## Exercise
When a line contains the string "style", it counts once; give the total of such lines in the entries below and nothing else.

## Data for processing
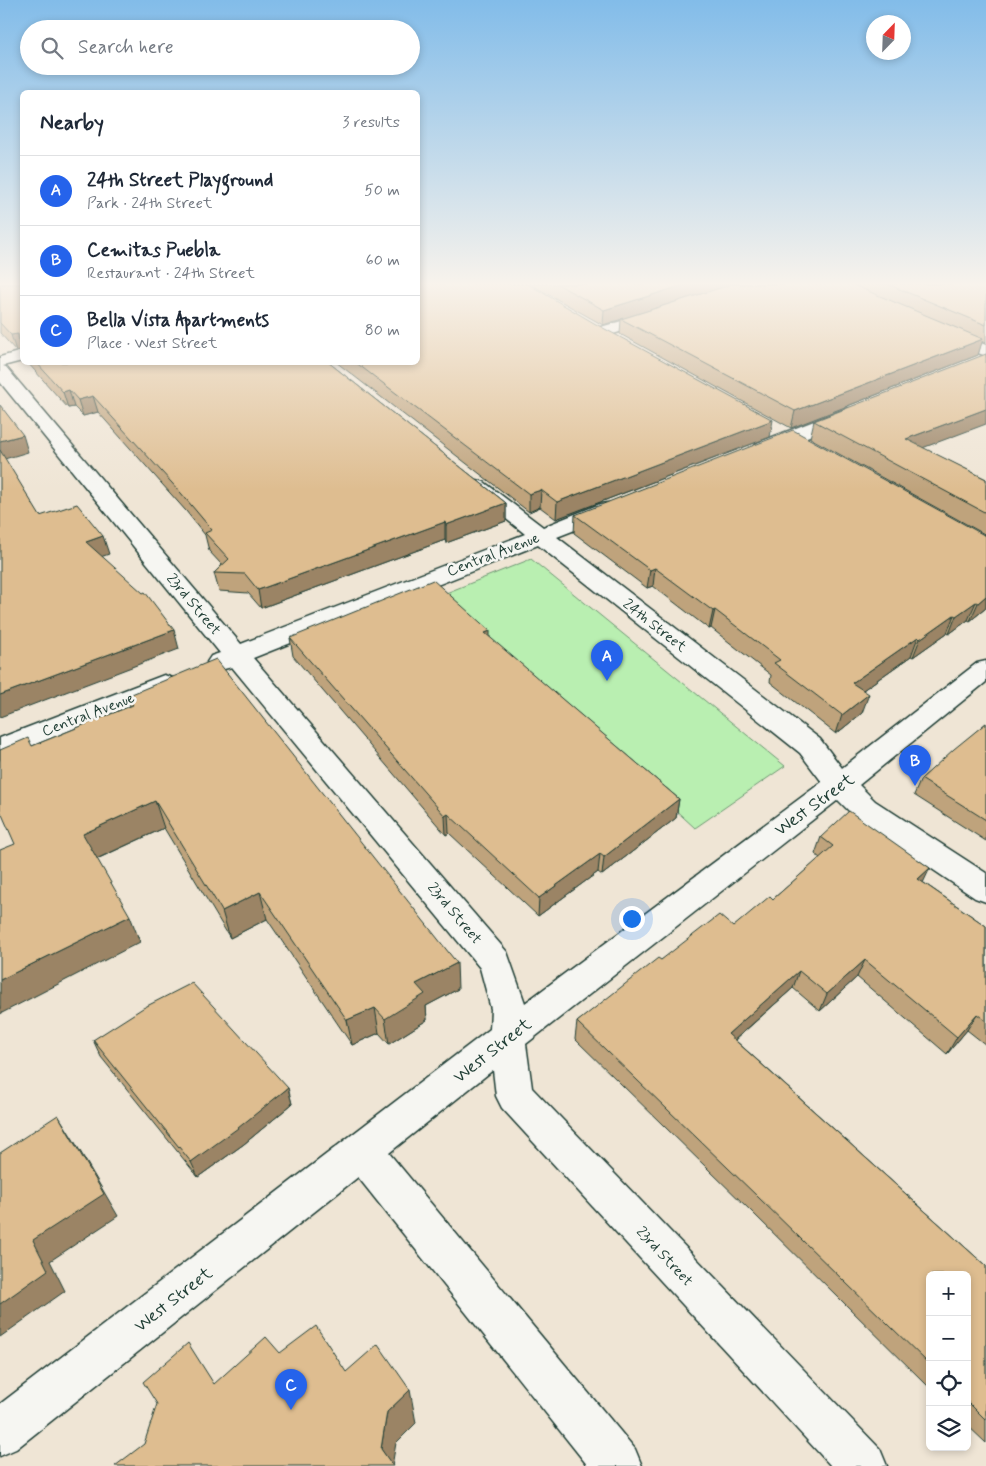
<!DOCTYPE html>
<meta charset="utf-8">
<style>
:root{--surface:#fff;--page:#f2f2f3;--text:#1f2937;--muted:#747a83;--line:#e0e1e3;--accent:#2563eb}
body{margin:0;font-family:Mynerve,sans-serif;background:var(--page);color:var(--text)}
.controls{position:absolute;right:15px;bottom:15px;display:grid;overflow:hidden;border-radius:8px;box-shadow:0 2px 8px #0003}
.controls button{width:45px;height:45px;display:grid;place-items:center;padding:0;border:0;border-bottom:1px solid var(--line);background:var(--surface);color:var(--text);font:25px sans-serif}
.compass{position:absolute;left:866px;top:15px;width:45px;height:45px;border-radius:50%;background:var(--surface);box-shadow:0 2px 8px #0003;rotate:23deg}
.you{position:absolute;left:631px;top:918px;width:18px;height:18px;margin:-12px;border:4px solid #fff;border-radius:50%;background:#1a73e8;box-shadow:0 0 0 8px #1a73e833}
.badge{display:grid;place-items:center;width:32px;height:32px;border-radius:50%;background:var(--accent);color:#fff;font-size:16px;font-weight:700}
.pin{position:absolute;translate:-50% -41px;filter:drop-shadow(0 1px 2px #0008)}
.pin::after{content:'';position:absolute;top:26px;width:18px;height:15px;background:inherit;clip-path:polygon(0 0,100% 0,50% 100%)}
.list{margin:0;padding:0;list-style:none}
h2{display:flex;justify-content:space-between;align-items:center;height:65px;margin:0;padding:0 20px;font-size:21px}
h2 small{font-size:16px;font-weight:400;color:var(--muted)}
.list li{display:grid;grid-template-columns:32px 1fr auto;gap:15px;align-items:center;box-sizing:border-box;height:70px;padding:0 20px;border-top:1px solid var(--line)}
.list b{display:block;font-size:19px;white-space:nowrap}
.list p{margin:0;font-size:16px;white-space:nowrap;color:var(--muted)}
.list em{font-size:16px;font-style:normal;color:var(--muted)}
.icon{flex:none;width:28px;height:28px;fill:none;stroke:currentColor;stroke-width:2;stroke-linecap:round;stroke-linejoin:round}
.map{position:relative;flex:none;width:986px;height:1466px;overflow:hidden}
.search{position:absolute;background:var(--surface);box-shadow:0 2px 8px #0003;left:20px;top:20px;width:400px;height:55px;display:flex;align-items:center;gap:12px;box-sizing:border-box;padding:0 18px;border-radius:28px;color:var(--muted);font-size:19px}
.panel{position:absolute;background:var(--surface);box-shadow:0 2px 8px #0003;left:20px;top:90px;width:400px;height:275px;border-radius:8px}
.map>svg:first-child{display:block}
.green{fill:#b9efb1;stroke:#6c9672}
.lines{fill:none;stroke-linecap:round;stroke-linejoin:round}
.minor-casing{stroke:#1f3d34;stroke-width:3}
.minor{fill:#f6f6f2;fill-rule:evenodd}
.wall{fill:#bfa37c;stroke:#1f3d34}
.shaded-wall{fill:#9b8465;stroke:#1f3d34}
.building{fill:#debd90;stroke:#1f3d34}
.labels{text-anchor:middle;stroke-width:5;stroke-linejoin:round;paint-order:stroke}
.street-label{font-size:15px;fill:#1f3d34;stroke:#f6f6f2}
.near-street-label{font-size:18px;fill:#1f3d34;stroke:#f6f6f2}
</style>
<div class="map">
<svg width="986" height="1466" viewBox="0 0 986 1466">
<rect width="100%" height="100%" fill="#efe5d5"/>
<filter id="ink" filterUnits="userSpaceOnUse"><feTurbulence type="fractalNoise" baseFrequency=".02" numOctaves="2"/><feDisplacementMap in="SourceGraphic" scale="10" xChannelSelector="R" yChannelSelector="G"/><feConvolveMatrix kernelMatrix="1 2 1 2 8 2 1 2 1" color-interpolation-filters="sRGB"/></filter>
<g filter="url(#ink)">
<polygon class="green" points="531,559 785,766 695,828 441,595"/>
<g class="lines">
<defs>
<g id="minor">
<polygon points="656,311 662,313 664,316 662,319 600,338 594,337 592,333 594,329"/>
<polygon points="945,329 986,345 986,356 939,338 937,334 939,330"/>
<path d="M22,351V361L3,366L6,367L241,644L525,534L470,490L467,486L470,482L477,480L484,482L543,527L600,504L608,503L616,504L619,509L616,514L557,537L820,739L842,768L977,663L986,661V682L859,785L875,801L986,873V902L975,898L855,817L838,800L526,1044L532,1088L880,1449L887,1466H831L502,1108L496,1096L493,1070L389,1153L635,1449L642,1466H588L358,1177L16,1449L0,1456V1404L490,1029L491,1009L480,968L232,667L220,670L211,668L207,662L211,656L220,653L0,382V357ZM538,545L800,753L822,782L525,1003L507,952L253,658Z"/>
<polygon points="848,408 855,410 857,414 855,418 771,451 764,453 757,451 754,447 757,443"/>
<polygon points="164,675 173,678 177,684 173,690 0,759 0,738"/>
</g>
</defs>
<use href="#minor" class="minor-casing"/>
<use href="#minor" class="minor"/>
</g>
<g class="wall">
<polygon points="0,284 22,284 22,355 21,350 16,351 0,333"/>
<polygon points="530,284 986,284 986,343 982,341 978,355 791,428 620,334 621,319 603,325"/>
<polygon points="27,362 328,362 506,503 506,521 446,543 445,540 261,608 248,593 219,591 214,573 222,565 209,551 205,535 186,511 98,412 83,416 74,407 68,408"/>
<polygon points="336,362 418,362 770,437 556,519 540,507 529,512"/>
<polygon points="814,421 923,448 986,479 986,535 810,438"/>
<polygon points="575,515 986,535 986,608 970,621 968,620 949,634 947,633 913,657 911,656 863,690 862,713 836,734 770,682 771,675 711,628 709,629 653,586 647,588 574,533"/>
<polygon points="290,638 490,638 679,799 676,818 602,875 598,872 538,916 449,833 446,835 293,656"/>
<polygon points="127,696 458,989 426,1006 427,1020 389,1044 379,1033 352,1045 267,919 230,938 164,828 97,859 140,942 32,746 130,706"/>
<polygon points="986,723 986,841 914,795 921,779"/>
<polygon points="821,837 924,883 986,926 986,1045 967,1030 947,1054 857,977 820,1011 793,988 735,1040 986,1266 986,1443 967,1425 967,1275 930,1275 930,1388 752,1212 575,1039 577,1022 661,960 733,927 773,899 820,858 815,854"/>
<polygon points="93,1040 288,1088 292,1104 244,1144 198,1177 101,1057"/>
</g>
<g class="shaded-wall">
<polygon points="687,284 733,284 603,325 604,310"/>
<polygon points="18,334 19,343 21,350 16,351 11,335"/>
<polygon points="983,339 978,355 791,428 795,411"/>
<polygon points="69,390 74,407 68,408 63,392"/>
<polygon points="93,396 98,412 83,416 78,400"/>
<polygon points="986,409 986,424 901,456 906,439"/>
<polygon points="773,420 770,437 556,519 557,502"/>
<polygon points="23,435 28,452 1,460 0,456 0,441"/>
<polygon points="541,490 540,507 529,512 529,494"/>
<polygon points="506,503 506,521 446,543 446,525"/>
<polygon points="445,522 445,540 261,608 258,590"/>
<polygon points="103,536 109,554 92,560 86,542"/>
<polygon points="655,568 653,586 647,588 650,570"/>
<polygon points="986,596 986,608 970,621 978,603"/>
<polygon points="976,602 968,620 949,634 956,616"/>
<polygon points="715,610 711,628 709,629 713,611"/>
<polygon points="954,615 947,633 913,657 920,639"/>
<polygon points="174,630 179,649 0,717 0,695"/>
<polygon points="490,631 490,649 485,633"/>
<polygon points="918,637 911,656 846,702 852,683"/>
<polygon points="869,694 862,713 836,734 842,715"/>
<polygon points="679,799 676,818 602,875 604,857"/>
<polygon points="155,801 164,828 94,860 83,834"/>
<polygon points="448,814 449,833 446,835 445,816"/>
<polygon points="600,854 598,872 538,916 539,898"/>
<polygon points="930,868 922,885 918,879"/>
<polygon points="260,892 267,919 230,938 222,911"/>
<polygon points="130,916 140,942 0,1014 0,980"/>
<polygon points="865,960 857,977 820,1011 827,994"/>
<polygon points="457,963 458,989 426,1006 427,1020 389,1044 385,1019 416,984"/>
<polygon points="799,971 793,988 723,1050 728,1034"/>
<polygon points="375,1008 379,1033 352,1045 347,1020"/>
<polygon points="977,1014 967,1030 947,1054 957,1037"/>
<polygon points="288,1088 292,1104 244,1144 198,1177 191,1162"/>
<polygon points="58,1115 73,1139 118,1216 50,1261 65,1291 0,1337 0,1304 33,1240"/>
<polygon points="410,1390 416,1423 396,1443 392,1466 381,1449 387,1412"/>
</g>
<g class="building">
<polygon points="0,284 22,284 22,347 19,343 18,334 11,335 0,323"/>
<polygon points="418,284 528,284 594,323 773,420 557,502 541,490 529,494 355,362 418,362"/>
<polygon points="557,284 687,284 604,310"/>
<polygon points="733,284 851,284 983,339 795,411 621,319"/>
<polygon points="887,284 986,284 986,325"/>
<polygon points="986,354 986,409 906,439 986,479 986,513 814,421"/>
<polygon points="36,362 328,362 506,503 446,525 445,522 258,590 245,574 214,573 229,559 205,533 212,530 181,493 93,396 78,400 69,390 63,392"/>
<polygon points="0,405 23,435 0,441"/>
<polygon points="793,430 984,535 986,535 986,596 978,603 976,602 956,616 954,615 920,639 918,637 852,683 869,694 842,715 774,663 780,660 715,610 713,611 655,568 650,570 575,515"/>
<polygon points="0,450 40,516 77,504 103,536 86,542 143,593 145,592 174,630 0,695"/>
<polygon points="433,580 490,631 485,633 679,799 604,857 600,854 539,898 448,814 445,816 290,638"/>
<polygon points="216,659 457,963 416,984 425,994 385,1019 375,1008 347,1020 260,892 222,911 155,801 83,834 130,916 0,980 0,850 15,844 0,810 0,750 28,738 32,746 133,705 127,696"/>
<polygon points="986,723 986,820 921,779 954,749"/>
<polygon points="849,811 930,868 918,879 986,926 986,1021 977,1014 957,1037 865,960 827,994 799,971 728,1034 986,1266 986,1420 967,1401 967,1275 930,1275 930,1365 758,1197 577,1022 658,958 661,960 719,915 733,927 770,896 773,899 833,846 821,837"/>
<polygon points="192,983 288,1088 238,1128 191,1162 93,1040 143,1008"/>
<polygon points="58,1115 104,1194 33,1240 48,1270 0,1304 0,1153"/>
<polygon points="316,1326 346,1372 378,1344 410,1390 387,1412 381,1449 393,1466 115,1466 144,1444 157,1404 143,1382 188,1343 214,1384 266,1337 280,1353"/>
</g>
</g>
<linearGradient id="sky" x2="0" y2="1"><stop stop-color="#82bce9"/><stop offset="0.58" stop-color="#f8f3ec"/><stop offset="1" stop-color="#f8f3ec" stop-opacity="0"/></linearGradient>
<rect width="986" height="490" fill="url(#sky)"/>
<g class="labels">
<g class="street-label">
<text transform="translate(493 554) rotate(-21)" y="5">Central Avenue</text>
<text transform="translate(194 604) rotate(50)" y="5">23rd Street</text>
<text transform="translate(655 625) rotate(38)" y="5">24th Street</text>
<text transform="translate(88 714) rotate(-21)" y="5">Central Avenue</text>
<text transform="translate(455 913) rotate(50)" y="5">23rd Street</text>
<text transform="translate(665 1256) rotate(47)" y="5">23rd Street</text>
</g>
<g class="near-street-label">
<text transform="translate(814 804) rotate(-36)" y="6">West Street</text>
<text transform="translate(492 1050) rotate(-38)" y="6">West Street</text>
<text transform="translate(173 1299) rotate(-38)" y="6">West Street</text>
</g>
</g>
</svg>
<div class="controls">
<button>+</button>
<button>−</button>
<button><svg class="icon" aria-label="locate" viewBox="0 0 24 24"><circle cx="12" cy="12" r="6"/><path d="M12 2v4M12 18v4M2 12h4M18 12h4"/></svg></button>
<button><svg class="icon" aria-label="layers" viewBox="0 0 24 24"><path d="M12 4l9 5-9 5-9-5zM3 14l9 5 9-5"/></svg></button>
</div>
<svg class="compass" viewBox="-18 -18 36 36"><path d="M0-13l5 13h-10z" fill="#e53935"/><path d="M0 13l5-13h-10z" fill="#747a83"/></svg>
<div class="you"></div>
<div class="pin badge" style="left:607px;top:681px">A</div>
<div class="pin badge" style="left:915px;top:786px">B</div>
<div class="pin badge" style="left:291px;top:1410px">C</div>
<div class="search"><svg class="icon" aria-label="search" viewBox="0 0 24 24"><circle cx="10" cy="10" r="6"/><path d="M15 15l6 6"/></svg>Search here</div>
<section class="panel">
<h2>Nearby<small>3 results</small></h2>
<ul class="list">
<li><span class="badge">A</span><div><b>24th Street Playground</b><p>Park · 24th Street</p></div><em>50 m</em></li>
<li><span class="badge">B</span><div><b>Cemitas Puebla</b><p>Restaurant · 24th Street</p></div><em>60 m</em></li>
<li><span class="badge">C</span><div><b>Bella Vista Apartments</b><p>Place · West Street</p></div><em>80 m</em></li>
</ul>
</section>
</div>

## Task answer
7